MONSIEUR LE PRÉSIDENT, LAISSEZ L’OPPOSITION MANIFESTER
«Un peuple prêt à sacrifier un peu de liberté pour un peu de sécurité ne mérite ni l’une ni l’autre, et finit par perdre les deux.»
Thomas Jefferson
En interdisant toute manifestation du 10 novembre au 5 décembre, l’Etat nous demande de sacrifier la liberté à l’autel de la sécurité. Par principe, refusons de sacrifier notre liberté à l’autel de l’ordre.
Nous devons le refuser d’autant plus que le prétexte de la sécurité liée au sommet de la Francophonie est une insulte à notre intelligence (on peut toujours trouver des motifs ou des prétextes à tous les interdits mais celui-la est d’une indigence politique et intellectuelle terrible).
C’est une offense à notre démocratie. Dans une grande démocratie comme la nôtre, depuis quand un meeting ou une marche est une menace pour la sécurité ?
Suspendre nos libertés pour la quiétude des participants du sommet de la Francophonie est un double scandale. Scandale parce qu’on met entre parenthèses la Constitution pour la quiétude de quelques hôtes étrangers, qui vont être parmi nous pendant quelques jours.
Cela montre le peu de respect que l’Etat a pour les citoyens. Les propos du ministre de l’Intérieur, qui déclare «qu’avec le sommet de la Francophonie les Forces de l’ordre ont d’autres chats à fouetter que d’encadrer des manifestations», confirment d’ailleurs ce mépris pour les citoyens. Qu’est-ce qu’il y a de plus important que les citoyens et leurs droits ?

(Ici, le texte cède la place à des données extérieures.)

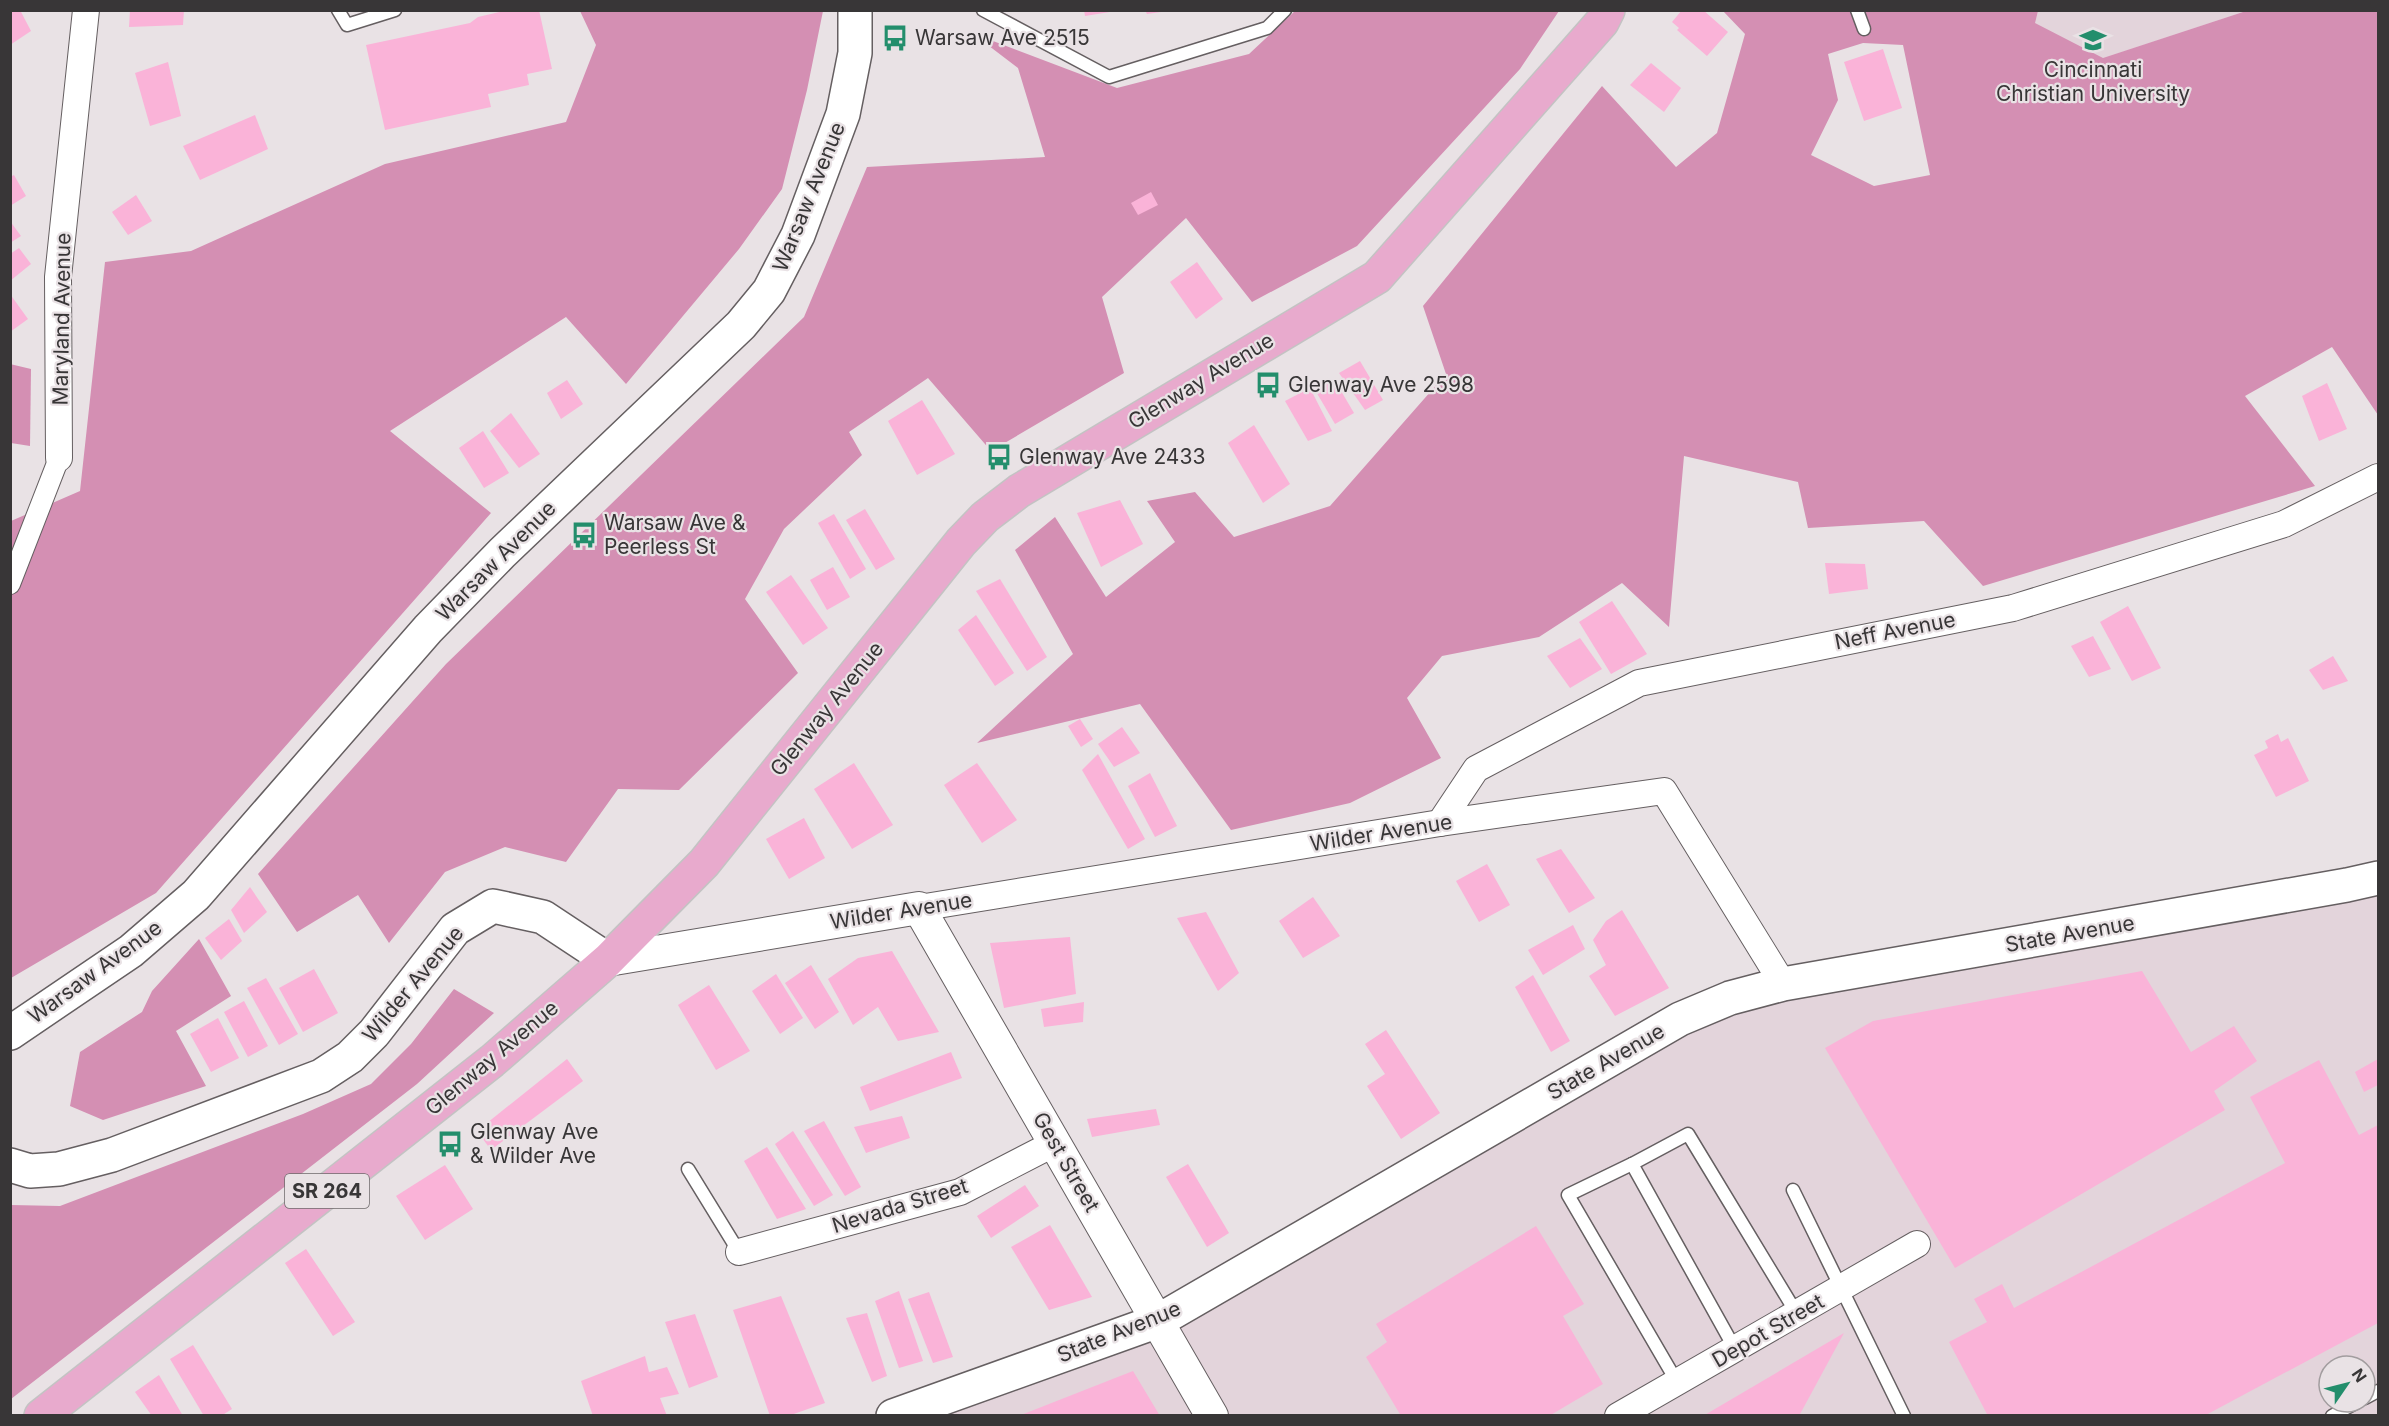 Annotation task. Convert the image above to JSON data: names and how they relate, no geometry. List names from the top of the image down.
{
  "streets": {
    "main road": [
      "Warsaw Avenue",
      "Glenway Avenue",
      "Wilder Avenue",
      "State Avenue",
      "SR 264"
    ],
    "street": [
      "Maryland Avenue",
      "Neff Avenue",
      "Gest Street",
      "Nevada Street",
      "Depot Street"
    ]
  },
  "crossings": [
    ["Glenway Avenue", "Wilder Avenue"],
    ["Neff Avenue", "Wilder Avenue"],
    ["Wilder Avenue", "State Avenue"],
    ["Wilder Avenue", "Gest Street"],
    ["State Avenue", "Gest Street"],
    ["Gest Street", "Nevada Street"]
  ],
  "places": {
    "bus stop": [
      "Warsaw Ave 2515",
      "Glenway Ave 2598",
      "Glenway Ave 2433",
      "Warsaw Ave & Peerless St",
      "Glenway Ave & Wilder Ave"
    ],
    "school or university": ["Cincinnati Christian University"]
  },
  "north": "top right"
}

Scandale parce que tous ces hôtes étrangers qui vont être parmi nous savent que le Sénégal est une démocratie et par conséquent, l’expression des libertés y est permanente. Quand on va dans des dictatures comme la Corée du Nord ou la Gambie, on accepte la nature du régime et les conditions qui en découlent.
Quand on vient dans une démocratie, on accepte la nature du régime et les conditions qui en découlent. Le silence n’est une vertu citoyenne que dans les dictatures. Le Sénégal est une démocratie et la liberté de manifester est consubstantielle au régime démocratique.
Nous sommes une démocratie et si quelqu’un doit venir chez nous et estime que notre système politique est une gêne, il n’a qu’à rester chez lui.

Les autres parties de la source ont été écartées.